In a less dramatic scenario, the movement might just run out of steam. In that case harsher repression measures and many more arrests are still likely as they already have begun. At least some of the ‘democratic freedoms’ in Hong Kong might be kept, which could be seen as a success of the movement. Many in the Western left underestimate the importance of these ‘freedoms’ for organizing resistance and social movements. So far, Hong Kong has been a haven for labor groups, feminists, and other left-wing activists who have used the city to organize activities across the border in China, and any serious crackdown by the CCP regime in Hong Kong could mean they have to stop.
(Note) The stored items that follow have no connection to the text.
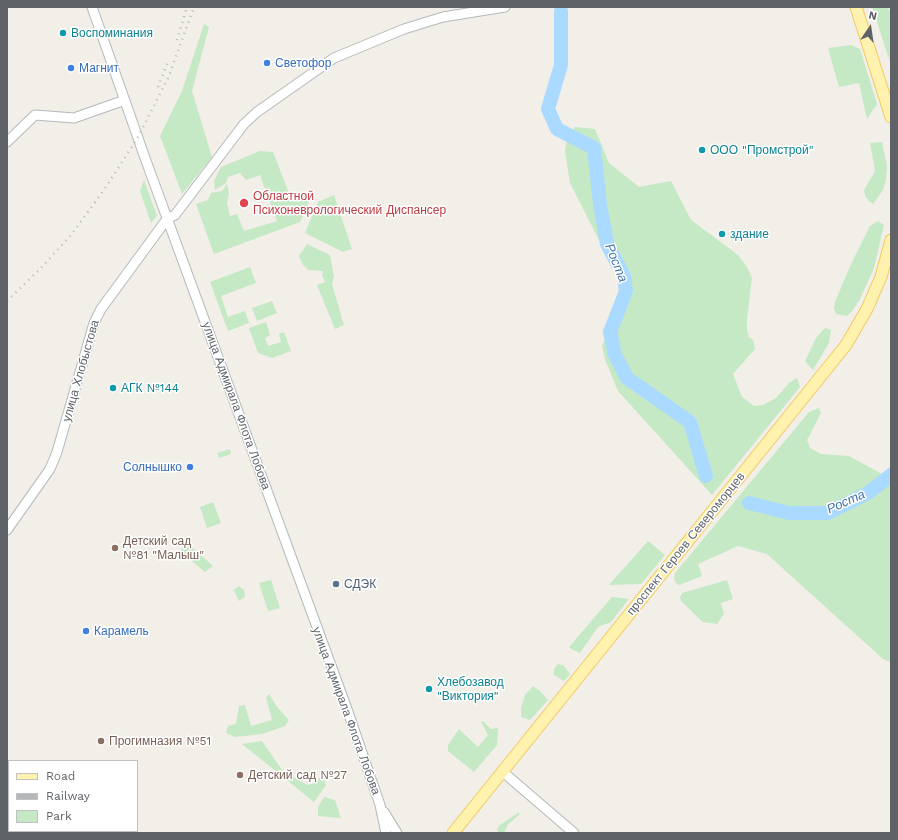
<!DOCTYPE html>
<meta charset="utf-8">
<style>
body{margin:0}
#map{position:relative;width:898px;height:840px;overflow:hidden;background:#f1efe8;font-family:"Work Sans",sans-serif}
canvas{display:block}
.frame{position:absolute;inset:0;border:8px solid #5f6368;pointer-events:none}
.legend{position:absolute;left:8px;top:760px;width:130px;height:72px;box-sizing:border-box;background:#fff;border:1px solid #bfc1c3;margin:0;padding:5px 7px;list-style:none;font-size:12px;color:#5f6368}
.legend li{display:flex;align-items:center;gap:8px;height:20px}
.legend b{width:20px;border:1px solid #bfc1c3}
.north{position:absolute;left:850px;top:8px;width:40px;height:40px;-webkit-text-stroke:3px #fff;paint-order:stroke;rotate:13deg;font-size:11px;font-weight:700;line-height:16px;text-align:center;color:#5f6368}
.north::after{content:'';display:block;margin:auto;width:14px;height:18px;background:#5f6368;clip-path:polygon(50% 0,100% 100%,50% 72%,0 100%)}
</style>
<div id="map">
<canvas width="898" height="840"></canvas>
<div class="frame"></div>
<ul class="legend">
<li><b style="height:5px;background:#fff2af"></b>Road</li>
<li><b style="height:5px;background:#b6b7b8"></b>Railway</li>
<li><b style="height:11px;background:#c5e8c5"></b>Park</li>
</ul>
<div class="north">N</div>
</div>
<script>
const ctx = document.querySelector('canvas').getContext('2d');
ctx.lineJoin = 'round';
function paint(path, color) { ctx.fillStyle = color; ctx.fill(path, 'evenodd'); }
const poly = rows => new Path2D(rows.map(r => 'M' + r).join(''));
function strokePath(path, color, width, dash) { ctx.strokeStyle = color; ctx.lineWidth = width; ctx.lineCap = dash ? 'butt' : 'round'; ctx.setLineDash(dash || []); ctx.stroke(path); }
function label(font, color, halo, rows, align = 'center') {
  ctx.font = font + ' "Work Sans",sans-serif'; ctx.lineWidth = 3; ctx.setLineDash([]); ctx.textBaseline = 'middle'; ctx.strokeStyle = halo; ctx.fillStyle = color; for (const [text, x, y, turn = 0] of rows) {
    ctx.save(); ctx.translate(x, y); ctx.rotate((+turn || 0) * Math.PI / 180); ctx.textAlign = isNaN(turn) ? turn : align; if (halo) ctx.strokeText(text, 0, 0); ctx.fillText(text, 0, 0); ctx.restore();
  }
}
paint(poly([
 [872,7,888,7,891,15,891,65],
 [204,24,209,27,192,91,212,157,182,194,160,136,182,91],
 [851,45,860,49,877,104,867,119,859,83,839,87,828,48],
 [575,127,595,129,609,163,639,187,671,181,691,220,738,255,747,267,752,278,747,319,747,331,749,337,753,340,755,349,733,374,742,397,754,406,763,405,776,398,789,383,797,378,800,387,712,495,618,391,606,362,602,346,624,289,570,183,565,151,567,139],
 [882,142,887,166,886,179,883,190,873,204,866,198,864,190,875,171,870,143],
 [260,151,273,152,292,201,306,196,309,202,300,222,214,254,196,204,208,200,211,193,222,191,227,184,229,193,227,203,230,216,237,214,244,231,277,221,260,175,246,180,240,173,228,177,226,183,215,190,214,181,221,167],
 [144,180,157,216,151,223,140,191],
 [334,195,352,249,343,252,305,233,318,202],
 [878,221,884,225,874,268,860,299,852,311,847,316,836,314,834,308,835,302,851,264,870,226],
 [307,244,330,255,334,276,332,284,344,325,335,329,317,285,325,282,322,275,323,271,308,270,303,265,299,256],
 [250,267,256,283,221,296,228,317,245,311,249,323,228,331,210,282],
 [272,301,277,313,257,321,252,308],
 [266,322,270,335,265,338,268,346,281,342,279,334,284,332,291,351,272,358,258,353,249,328],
 [825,328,831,330,829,343,813,370,805,361,816,338],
 [819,408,821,413,807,440,810,448,821,454,849,456,891,479,891,662,883,659,767,554,738,546,698,564,702,576,679,585,676,583,674,578,675,573,809,412],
 [230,449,231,454,219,458,217,453],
 [213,502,221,523,207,528,200,507],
 [648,541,665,555,641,584,609,585],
 [190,545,213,566,205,572,180,551,184,546],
 [271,580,280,608,268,611,259,583],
 [727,580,733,599,721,603,724,614,717,624,703,622,681,601,680,597,682,593],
 [239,586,244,590,245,597,239,601,234,590],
 [612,597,629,599,611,622,598,627,580,653,573,650,569,647],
 [558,664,563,665,570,674,564,681,554,675,554,669],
 [533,686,540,691,548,700,530,720,521,717,521,708,525,695],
 [269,694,277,707,289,720,285,726,262,734,235,737,226,733,228,726,236,724,239,706,245,705,251,726,272,720,266,697],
 [483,721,491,729,498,728,497,745,474,772,448,751,448,745,459,729,478,747,488,735,481,722],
 [262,741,282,770,307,785,315,783,322,775,326,785,314,802,242,744],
 [324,797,335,800,341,818,318,816,318,807],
 [519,812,519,815,508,824,504,833,498,833,497,829,500,825]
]), '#c5e8c5');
strokePath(poly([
 [561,11,561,65,548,109,557,129,594,148,600,204,607,244,624,276,626,291,610,332,615,355,627,378,690,422,706,476],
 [749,503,789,513,828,513,868,493,891,475]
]), '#aadaff', 14);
const minor = poly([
 [92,7,145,158,347,709,380,805,386,833],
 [7,142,35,115,74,118,125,100],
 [7,530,50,469,57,452,94,323,101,309,167,219,175,215,244,124,257,112,334,58,404,29,443,17,505,7],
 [503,772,574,833],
 [384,812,397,833]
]);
const major = poly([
 [856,7,891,117],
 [453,833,846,345,867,309,881,277,891,240]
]);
strokePath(minor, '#b5b8bc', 11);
strokePath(major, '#f2c960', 13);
strokePath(minor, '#fff', 9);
strokePath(major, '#fff2af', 11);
strokePath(poly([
 [177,40,187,7],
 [158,87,169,59],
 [7,301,39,270,72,234,108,184,138,137,169,76,194,7]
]), '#b6b7b8', 2.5, [1, 5]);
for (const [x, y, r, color] of [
 [63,33,4,"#0f9aa8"],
 [267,63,4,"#3f7fe0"],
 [71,68,4,"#3f7fe0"],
 [702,150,4,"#0f9aa8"],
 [244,203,5,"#e0444e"],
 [722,234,4,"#0f9aa8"],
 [113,388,4,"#0f9aa8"],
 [190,467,4,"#3f7fe0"],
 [115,548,4,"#8d6e63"],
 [336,584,4,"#5c6f8a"],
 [86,631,4,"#3f7fe0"],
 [429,689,4,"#0f9aa8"],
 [101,741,4,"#8d6e63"],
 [240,775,4,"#8d6e63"]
]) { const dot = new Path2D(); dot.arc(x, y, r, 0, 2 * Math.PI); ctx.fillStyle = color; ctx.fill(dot); strokePath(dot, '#fff', 1.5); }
label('12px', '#0d838f', '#fff', [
 ["Воспоминания",71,33],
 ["ООО \"Промстрой\"",710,150],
 ["здание",730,234],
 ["АГК №144",121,388],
 ["Хлебозавод",437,682],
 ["\"Виктория\"",437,696]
], 'left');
label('12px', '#366cbe', '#fff', [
 ["Светофор",275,63],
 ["Магнит",79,68],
 ["Солнышко",182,467,"right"],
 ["Карамель",94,631]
], 'left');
label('12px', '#be3a42', '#fff', [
 ["Областной",253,196],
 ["Психоневрологический Диспансер",253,210]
], 'left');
label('12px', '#5f6368', '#fff', [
 ["улица Хлобыстова",81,371,-74],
 ["улица Адмирала Флота Лобова",236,406,70],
 ["проспект Героев Североморцев",686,544,-51],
 ["улица Адмирала Флота Лобова",346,711,70]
]);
label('12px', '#785e54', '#fff', [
 ["Детский сад",123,541],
 ["№81 \"Малыш\"",123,555],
 ["Прогимназия №51",109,741],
 ["Детский сад №27",248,775]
], 'left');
label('12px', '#4e5e75', '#fff', [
 ["СДЭК",344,584]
], 'left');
label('italic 13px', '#4174aa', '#fff', [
 ["Роста",616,263,68],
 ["Роста",846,502,-24]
]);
</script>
In an optimistic scenario, the movement could be the beginning of a rebellious generation and further social struggles. The underlying social issues that large parts of the population face (high rents, low wages, long working hours, social inequality, low quality of health care, etc.) could spark anti-capitalist currents, and the experience of collectively standing up and struggle against powerful state authorities might be just the start of more struggles to come that question the capitalist relations as such. That could trigger similar movements in mainland China which face the same enemy – the right-wing CCP regime that has been at the center of the capitalist restoration in China for decades and engaged in a highly repressive drive against left-wing activists in the past few years.
Much depends on the limitation the CCP’s influence in Hong Kong and the containment of the right-wing ‘localists’ and their nationalist and racist polices in the city. The involvement of left-wing activists, the promotion of anti-capitalist topics and debates, and even the support from left-wing movements abroad could play a decisive role in making the last scenario more likely.